PMTS — CPI Card Group Inc.
NASDAQ
Q4 2025 Earnings Call Summary
March 5, 2026
Summary of CPI Card Group Inc. Q4 2025 Earnings Call
1. Key Financial Results and Metrics
- Q4 Revenue: Increased 22% to $153 million, with a $18 million contribution from ArrowEye.
- Debit and Credit Segment Revenue: Rose 40%, with organic growth of 20%, driven by contactless card sales and instant issuance solutions.
- Prepaid Revenue: Declined 27% year-over-year but increased 4% sequentially from Q3.
- Adjusted EBITDA: Increased 34% to $29.4 million, with margins rising 170 basis points to 19.2%.
- Net Income: Increased 9% to $7.4 million, impacted by integration costs from ArrowEye and a higher tax rate.
- Full-Year Revenue: Grew 13%, with adjusted EBITDA up 5%, despite $4 million in tariff expenses.
- Free Cash Flow: Increased to $41 million for the year, with $60 million in cash from operating activities.
2. Strategic Updates and Business Highlights
- Acquisition of ArrowEye: Contributed $43 million in revenue and $6 million in adjusted EBITDA in less than eight months. Integration is progressing well, with new customer contracts signed.

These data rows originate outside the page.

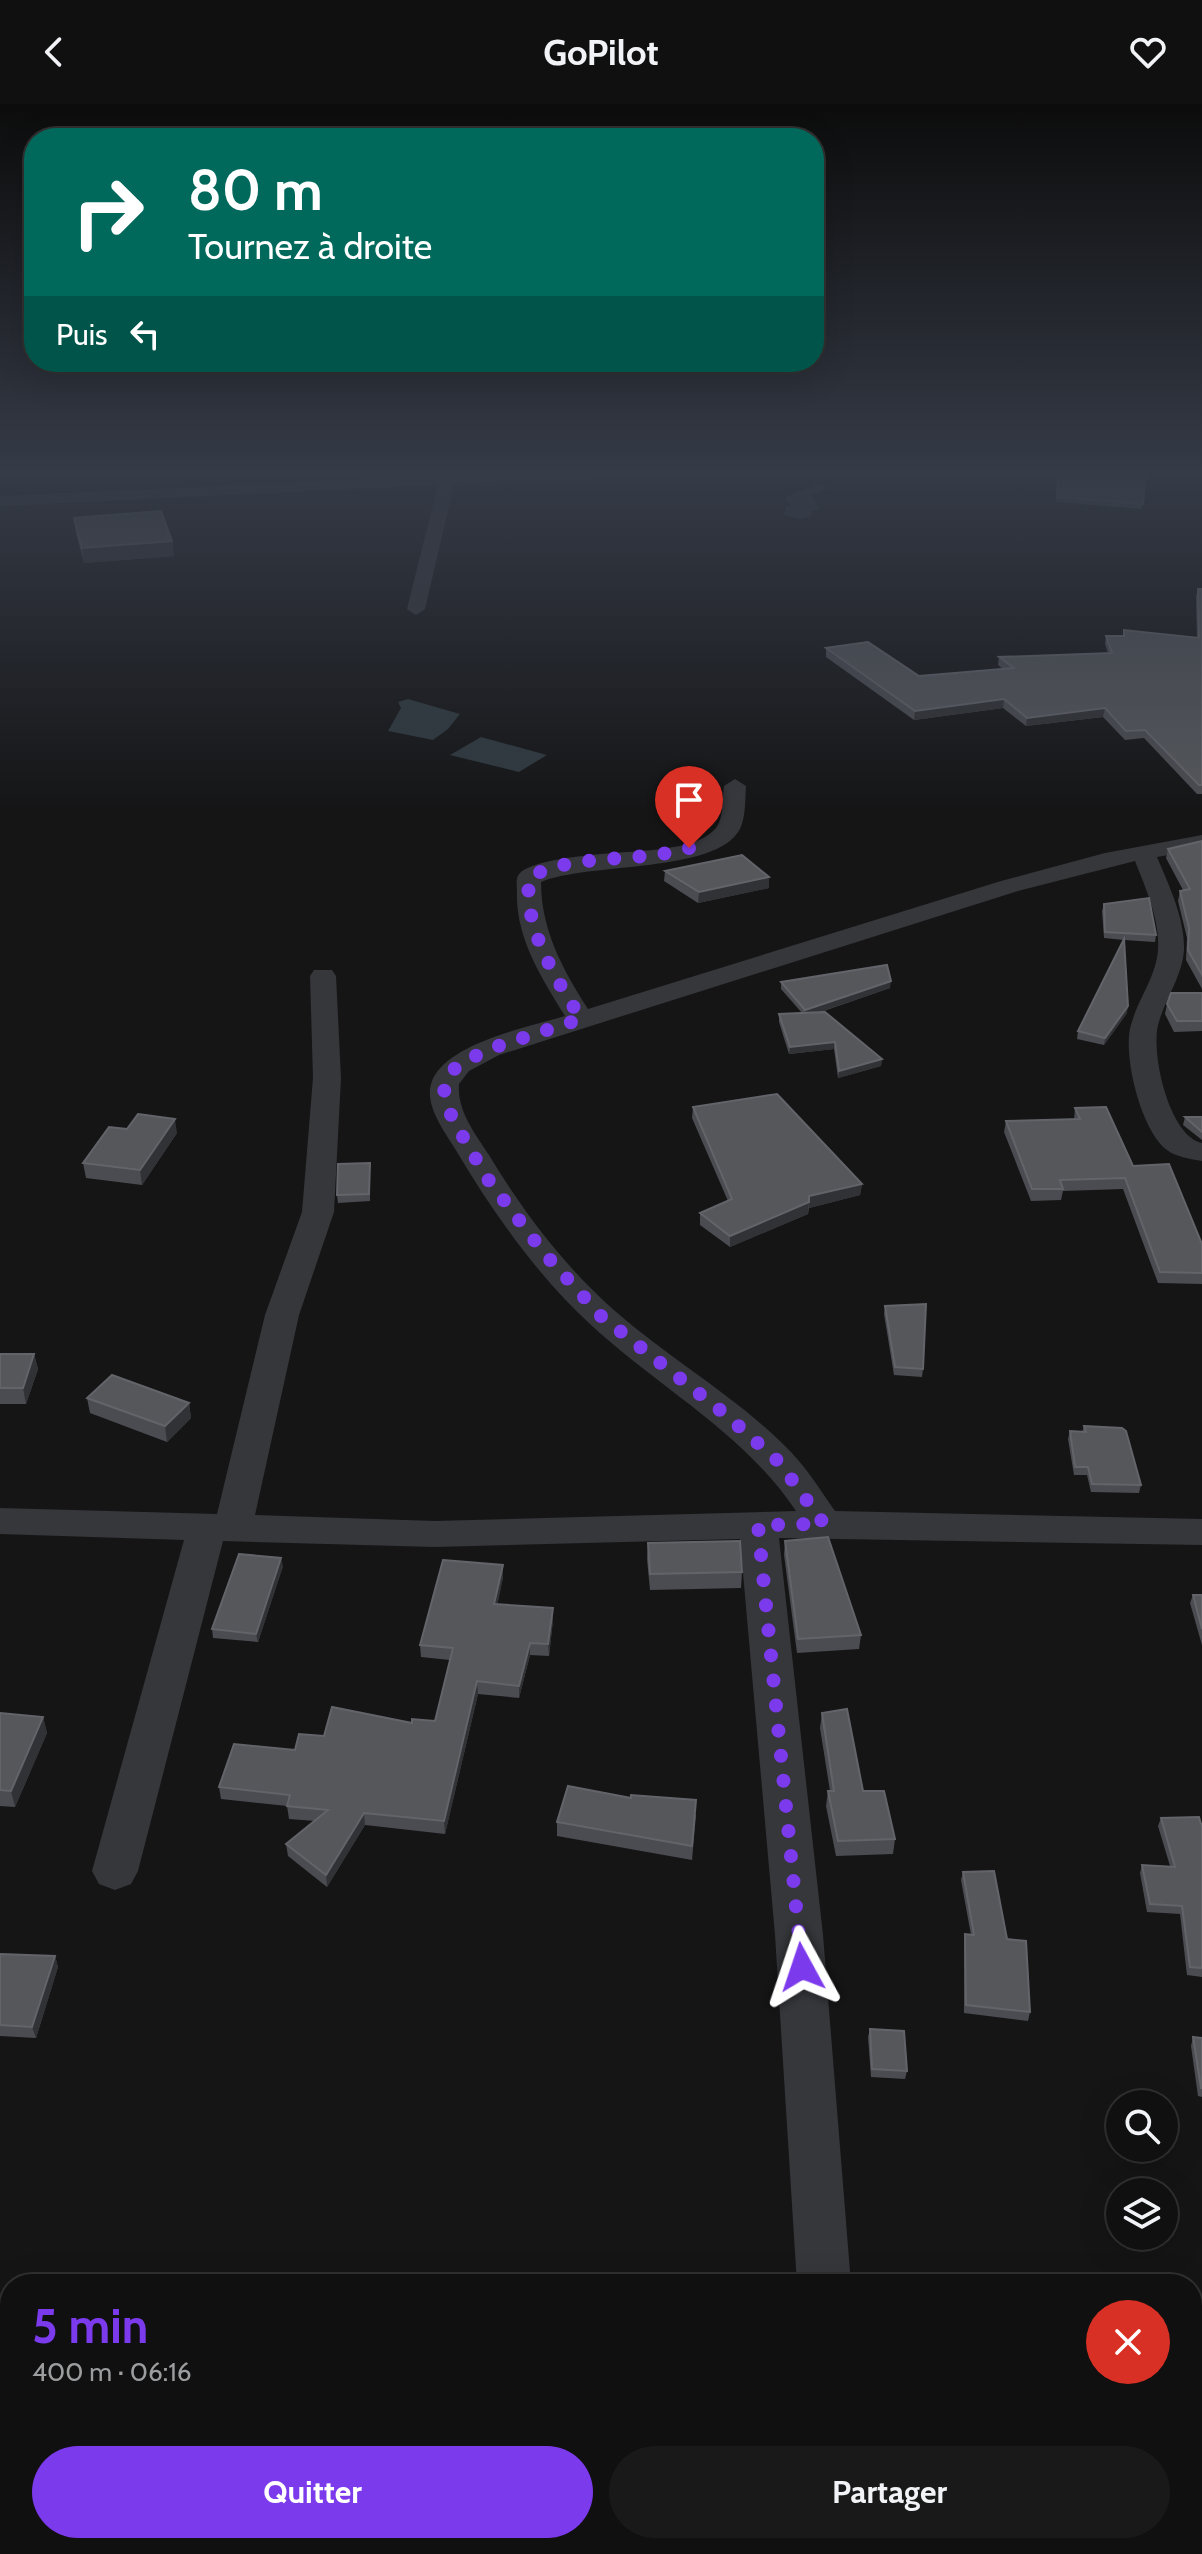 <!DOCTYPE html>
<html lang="fr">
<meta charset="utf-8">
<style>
body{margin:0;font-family:Cabin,sans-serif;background:#191919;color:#f1f3f6;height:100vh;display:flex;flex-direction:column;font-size:30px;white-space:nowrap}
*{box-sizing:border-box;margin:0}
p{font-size:26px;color:#9c9d9f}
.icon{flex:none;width:44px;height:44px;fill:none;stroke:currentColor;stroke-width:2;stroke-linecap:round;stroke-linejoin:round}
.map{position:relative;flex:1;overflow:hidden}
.details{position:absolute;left:0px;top:2170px;width:1202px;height:280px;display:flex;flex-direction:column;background:#101010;border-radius:32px 32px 0 0;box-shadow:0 8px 32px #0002,0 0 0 2px #303030}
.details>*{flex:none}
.banner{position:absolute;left:24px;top:24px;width:800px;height:244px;border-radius:32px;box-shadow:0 8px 32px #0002,0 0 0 2px #303030;background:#00695c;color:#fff;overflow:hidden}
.controls{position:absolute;left:1106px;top:1986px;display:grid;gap:16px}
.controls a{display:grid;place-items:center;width:72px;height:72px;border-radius:50%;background:#101010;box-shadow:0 8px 32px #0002,0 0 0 2px #303030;font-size:40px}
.pin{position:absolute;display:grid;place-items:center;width:68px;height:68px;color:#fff;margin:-82px -34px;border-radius:50% 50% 50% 0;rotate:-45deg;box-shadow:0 0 8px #0007}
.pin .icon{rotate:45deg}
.me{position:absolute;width:88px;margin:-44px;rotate:355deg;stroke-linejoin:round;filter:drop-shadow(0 0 6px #0008)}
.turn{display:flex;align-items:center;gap:28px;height:168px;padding:0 32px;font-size:36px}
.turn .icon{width:104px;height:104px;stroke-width:2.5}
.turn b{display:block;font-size:56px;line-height:68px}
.then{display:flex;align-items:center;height:76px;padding:0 32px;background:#0003;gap:16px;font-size:30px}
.round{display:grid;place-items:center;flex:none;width:84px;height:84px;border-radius:42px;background:#191919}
.headline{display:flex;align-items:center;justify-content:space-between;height:136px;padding:0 32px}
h1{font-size:48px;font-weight:700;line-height:60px;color:#7c3aed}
.cta{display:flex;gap:16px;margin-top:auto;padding:16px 32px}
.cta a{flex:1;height:92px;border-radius:48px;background:#7c3aed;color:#fff;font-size:32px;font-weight:700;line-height:92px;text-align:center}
.cta a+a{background:#191919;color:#f1f3f6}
header{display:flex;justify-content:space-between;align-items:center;height:104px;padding:0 32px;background:#101010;font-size:36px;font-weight:700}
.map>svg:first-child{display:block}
</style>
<header><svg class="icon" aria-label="back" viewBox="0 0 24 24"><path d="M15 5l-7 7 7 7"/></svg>GoPilot<svg class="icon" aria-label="heart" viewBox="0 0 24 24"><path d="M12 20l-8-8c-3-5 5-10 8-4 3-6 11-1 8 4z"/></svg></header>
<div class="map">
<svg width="1202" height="2450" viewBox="0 0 1202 2450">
<rect width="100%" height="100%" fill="#151516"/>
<path fill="#2f393e" d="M816,381L829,384L812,391L819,405L812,407L810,413L800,415L784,411L786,403L791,401L785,396L787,392Z
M408,595L460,610L448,625L433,636L388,627L401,604L398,598Z
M481,633L547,651L519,668L450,651Z"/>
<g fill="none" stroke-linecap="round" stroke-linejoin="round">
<path fill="#36373b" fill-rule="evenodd" d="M584,365H693L685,370L454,381L425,505L416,511L407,505L438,381L0,402V392Z
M735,675L746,682C745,696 746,712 740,725C716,770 588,758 541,778C541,826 563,866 588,905L1001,777L1105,749L1202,731V745L1157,753C1169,782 1185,814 1184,846C1182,873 1165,895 1158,921C1151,950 1169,1032 1202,1039V1057C1191,1055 1176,1053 1167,1046C1141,1027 1122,950 1131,921C1138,895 1156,873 1158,846C1160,816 1146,785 1135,757L1018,787L499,951L469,967L459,980C457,1007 475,1029 489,1051C523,1108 565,1163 615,1207C672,1257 739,1294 791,1348C808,1366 821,1387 835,1407L1202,1415V1441L779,1434L823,1831L851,2180H797L775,1831L740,1435L435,1443L223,1437L138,1767L131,1780L115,1786L99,1780L92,1767L184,1436L0,1430V1404L217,1410L265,1211L302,1108L313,974L310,872L314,866H332L336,872L341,974L334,1108L299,1211L255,1411L435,1417L796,1407C743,1328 659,1284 590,1220C537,1171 494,1110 457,1048C444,1026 419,996 435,971C456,937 529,923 565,912C542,875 515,833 517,787C517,781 515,774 520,769C540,751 624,749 653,746C674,743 701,741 716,724C724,714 722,695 724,682Z
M772,2440H832L829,2450H769Z"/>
</g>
<path fill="#4b4c51" d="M1066,367L1108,371H1146L1142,405L1056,398L1057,378L1066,373Z
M74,414L172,437L174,452L84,459L76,429Z
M1198,485H1202V690H1197L1144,634L1125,636L1103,613L1026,622L1003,604L914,616L826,553V544L919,572L1003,565L998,561L999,553L1108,549L1105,540L1106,532H1123L1124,526L1197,534L1196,492Z
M1202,737V885L1186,856L1187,834L1178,797L1180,787L1183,786L1166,754L1168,745Z
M665,767L769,784L698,799L664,777Z
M1104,800L1156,831L1155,838L1124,836L1127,909L1104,941L1077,935L1078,927L1124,836L1104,834L1102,807Z
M781,878L890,884L818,909L882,955L881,962L838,974L834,945L789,950L779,918V910L802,909L781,885Z
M1202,889V927L1174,928L1165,910L1167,900Z
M693,1003L862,1080L860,1091L809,1104L808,1110L730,1143L700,1121V1109L728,1097L692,1014Z
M1075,1004L1133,1062L1202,1140V1180L1158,1179L1123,1085L1063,1087L1061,1096L1031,1097L1004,1028L1006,1017L1074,1016Z
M1185,1013H1202V1036L1183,1021Z
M177,1029L142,1081L86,1074L83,1059Z
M370,1067V1097L338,1099L337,1091Z
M885,1202L923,1265L922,1273L894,1271L884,1210Z
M0,1250H34L38,1265L26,1300H0Z
M87,1294L189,1299L191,1314L167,1338L90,1309Z
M1084,1322L1141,1381L1139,1389L1091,1388L1087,1371H1074L1068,1335L1070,1327L1082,1328Z
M785,1437L861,1531L859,1545L797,1549L784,1451Z
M648,1439L742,1468L741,1484L650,1486L647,1455Z
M283,1462L258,1538L213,1534L212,1525Z
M503,1473L497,1501L553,1504V1516L549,1552L530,1551L519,1594L478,1590L445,1730L365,1721L327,1783L288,1752L286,1740L315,1717L289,1715L287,1702L221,1695L219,1683L324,1632L412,1619L435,1617L450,1556L421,1553L420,1541Z
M1193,1491H1202V1541L1190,1499Z
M0,1609L43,1613L47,1629L15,1703L0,1702Z
M822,1609L863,1687L895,1735L893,1750L836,1752L826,1702L828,1687H830L820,1624Z
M696,1711L692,1756L557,1732V1718Z
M1161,1714L1202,1720V1873L1187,1871L1180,1810L1147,1808L1140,1769L1142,1761L1170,1762L1158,1722Z
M963,1768L1007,1835L1030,1908L1028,1917L964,1909V1838L965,1830L971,1831L961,1776Z
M0,1850L55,1852L58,1863L36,1934L0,1932Z
M870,1925L907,1967L905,1975L871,1973L868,1933Z
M1193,1933L1202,1934V1993L1198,1992L1191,1942Z
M1192,2262L1202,2264V2384L1192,2382Z
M118,2440H200L196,2450H133L121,2446Z"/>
<path fill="#313235" d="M172,437L174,452L84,459L82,444Z
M1004,595L1003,604L914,616L915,607Z
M1105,604L1103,613L1026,622L1027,614Z
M769,773V784L698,799L699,788Z
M891,877L890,884L805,913V906Z
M1128,902L1127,909L1104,941L1105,934Z
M835,938L834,945L789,950L790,943Z
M882,955L881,962L838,974L839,967Z
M175,1015L177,1029L142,1081L140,1066Z
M862,1080L860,1091L809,1104V1092Z
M809,1098L808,1110L730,1143V1132Z
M34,1250L38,1265L26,1300L23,1284Z
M189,1299L191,1314L167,1338L165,1322Z
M281,1454L283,1462L258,1538L256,1530Z
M503,1461V1473L495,1513L494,1500Z
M553,1504V1516L549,1552L548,1540Z
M530,1539V1551L519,1594V1582Z
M477,1577L478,1590L445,1730L444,1717Z
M43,1613L47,1629L15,1703L11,1687Z
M364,1709L365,1721L327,1783L326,1771Z
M55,1852L58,1863L36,1934L32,1923Z
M195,2440H200L196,2450H191Z"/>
<path fill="#55575b" stroke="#626469" stroke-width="2" d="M1106,366L1108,371H1146L1143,400L1057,393L1058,373L1070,372L1066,367Z
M161,407L172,437L82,444L74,414Z
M1198,485H1202V681H1199L1145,626L1126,627L1105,604L1027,614L1004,595L915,607L826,544L868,538L919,572L1014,564L999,553L1112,549L1106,532H1124V526L1199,534Z
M1202,737V871L1188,846L1189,824L1180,787L1190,785L1168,745Z
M742,751L769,773L699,788L665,767Z
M1149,794L1156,831L1105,828L1104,800Z
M1124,835L1128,902L1105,934L1078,927Z
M887,861L891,877L805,906L781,878Z
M1171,889H1202V917H1177L1167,900Z
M825,908L882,955L839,967L835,938L790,943L779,910Z
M777,990L862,1080L809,1092V1098L730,1132L700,1109L732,1095L693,1003Z
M1106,1003L1133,1062L1169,1060L1202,1140V1169L1160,1168L1125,1074L1060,1076L1063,1085H1032L1006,1017L1080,1015L1075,1004Z
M138,1010L175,1015L140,1066L83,1059L109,1023L127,1025Z
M1185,1013H1202V1028Z
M370,1059L369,1090L337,1091L338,1060Z
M926,1200L923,1265L895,1263L885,1202Z
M0,1250H34L23,1284H0Z
M112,1271L189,1299L165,1322L87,1294Z
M1084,1322L1122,1324L1126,1327L1141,1381L1092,1380L1088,1363H1075L1070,1327L1086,1328Z
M828,1433L861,1531L798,1535L785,1437Z
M740,1437L742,1468L650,1470L648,1439Z
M239,1450L281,1454L256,1530L212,1525Z
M443,1456L503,1461L494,1500L553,1504L548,1540L530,1539L519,1582L477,1577L444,1717L364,1709L326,1771L286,1740L328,1706L287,1702L290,1691L219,1683L234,1640L295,1646L299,1630L324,1632L332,1603L412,1619V1615L435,1617L453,1544L420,1541Z
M1193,1491H1202V1525Z
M847,1605L863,1687H884L895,1735L838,1737L828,1687H834L822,1609Z
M0,1609L43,1613L11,1687L0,1686Z
M568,1682L631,1694V1691L696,1696L692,1742L557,1718Z
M1199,1713L1201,1720H1202V1864L1190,1863L1182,1802L1150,1800L1142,1761L1175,1763L1161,1714Z
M994,1767L1007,1835L1026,1837L1030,1908L966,1901L965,1830L974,1831L963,1768Z
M0,1850L55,1852L32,1923L0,1921Z
M870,1925L904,1927L907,1967L872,1965Z
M1193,1933L1202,1934V1984H1201Z
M1192,2262L1202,2264V2376L1192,2374Z
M121,2440H195L191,2450H156Z
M493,2440H620L618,2450H498L491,2449Z
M978,2440H986L1034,2450H978Z"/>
<linearGradient id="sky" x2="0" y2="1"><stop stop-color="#0c0c0c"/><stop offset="0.52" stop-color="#353b47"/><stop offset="1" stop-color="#353b47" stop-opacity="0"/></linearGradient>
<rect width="1202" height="708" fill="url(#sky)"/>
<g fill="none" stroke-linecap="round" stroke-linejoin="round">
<path stroke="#7c3aed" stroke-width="14" stroke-dasharray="0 25.2" d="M689,744C640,759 568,749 529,774C524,826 555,872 581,915L489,945L458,961L447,973L444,988L452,1014L487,1074L544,1149L601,1212L725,1310L779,1358L824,1420L758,1421L802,1863"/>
</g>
</svg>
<div class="controls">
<a><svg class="icon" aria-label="search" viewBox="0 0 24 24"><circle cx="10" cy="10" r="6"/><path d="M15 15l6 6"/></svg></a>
<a><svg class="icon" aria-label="layers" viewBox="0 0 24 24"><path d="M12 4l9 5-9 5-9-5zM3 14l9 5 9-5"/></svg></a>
</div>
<div class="pin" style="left:689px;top:744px;background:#d93025"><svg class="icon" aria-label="arrive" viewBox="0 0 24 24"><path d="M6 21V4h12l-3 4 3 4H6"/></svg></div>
<svg class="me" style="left:802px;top:1863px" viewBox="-20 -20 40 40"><path d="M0-17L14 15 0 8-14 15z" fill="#7c3aed" stroke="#fff" stroke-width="4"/></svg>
<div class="banner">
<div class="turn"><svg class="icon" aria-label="right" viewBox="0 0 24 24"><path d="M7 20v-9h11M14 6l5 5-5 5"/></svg><div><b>80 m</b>Tournez à droite</div></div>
<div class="then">Puis<svg class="icon" aria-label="left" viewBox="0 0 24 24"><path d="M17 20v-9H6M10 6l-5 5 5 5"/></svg></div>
</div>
<section class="details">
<div class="headline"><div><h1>5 min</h1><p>400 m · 06:16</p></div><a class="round" style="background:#d93025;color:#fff"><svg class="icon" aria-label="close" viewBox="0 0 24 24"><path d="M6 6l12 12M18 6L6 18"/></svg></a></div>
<div class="cta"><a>Quitter</a><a>Partager</a></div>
</section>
</div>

- New Production Facility: Completed a state-of-the-art Secure Card production facility in Indiana, enhancing operational efficiencies and capacity.
- Entry into Closed-Loop Prepaid Market: Launched closed-loop prepaid shipments, anticipating significant growth in 2026.
- New Organizational Structure: Introduced three reporting segments: Secure Card Solutions, Prepaid Solutions, and Integrated PayTech, to better reflect business operations and growth areas.
- Investment in Carta: Aimed at enhancing security and expanding the digital card market in the U.S.
3. Forward Guidance and Outlook
- 2026 Revenue Growth: Expected to be high single-digit, driven by double-digit growth in the Integrated PayTech segment.
- Adjusted EBITDA Growth: Projected low- to mid-single-digit growth, influenced by technology investments and ongoing tariff expenses.
- Capital Expenditures: Anticipated to remain at similar levels to 2025, focusing on technology investments rather than physical infrastructure.
- Tax Rate: Expected to be between 30%-35% in 2026, with continued strong cash flow conversion.
4. Bad News, Challenges, or Points of Concern
- Prepaid Revenue Decline: The prepaid segment saw a significant year-over-year decline, reflecting market transitions and challenges in growth.
- Increased Production Costs: Gross profit margin decreased from 34.1% to 31.5% due to higher production costs, tariffs, and unfavorable sales mix.
- Integration Costs: Ongoing costs related to the ArrowEye acquisition are impacting net income and profitability.
- Tariff Uncertainty: Continued uncertainty regarding tariffs and their future application could pose risks to profitability.
5. Notable Q&A Insights
- Closed-Loop Market Opportunity: Management highlighted an accelerated sales cycle in the closed-loop market due to existing relationships with program managers.
- Growth with Large Issuers: Notable growth in relationships with large issuers was acknowledged, contributing to the strong performance in the debit and credit segment.
- Hiring and Headcount: Hiring primarily focused on go-to-market and technology roles, with expectations for continued investment in these areas.
- CapEx Trends: Future CapEx is expected to decrease after significant investments in 2025, transitioning towards technology upgrades.
- Fraud Prevention Initiatives: The company is actively exploring software solutions for fraud prevention, leveraging existing partnerships and technology.
Overall, CPI Card Group Inc. reported a strong Q4 and full-year performance, with significant strategic advancements and a positive outlook for 2026, despite facing challenges in the prepaid segment and ongoing tariff impacts.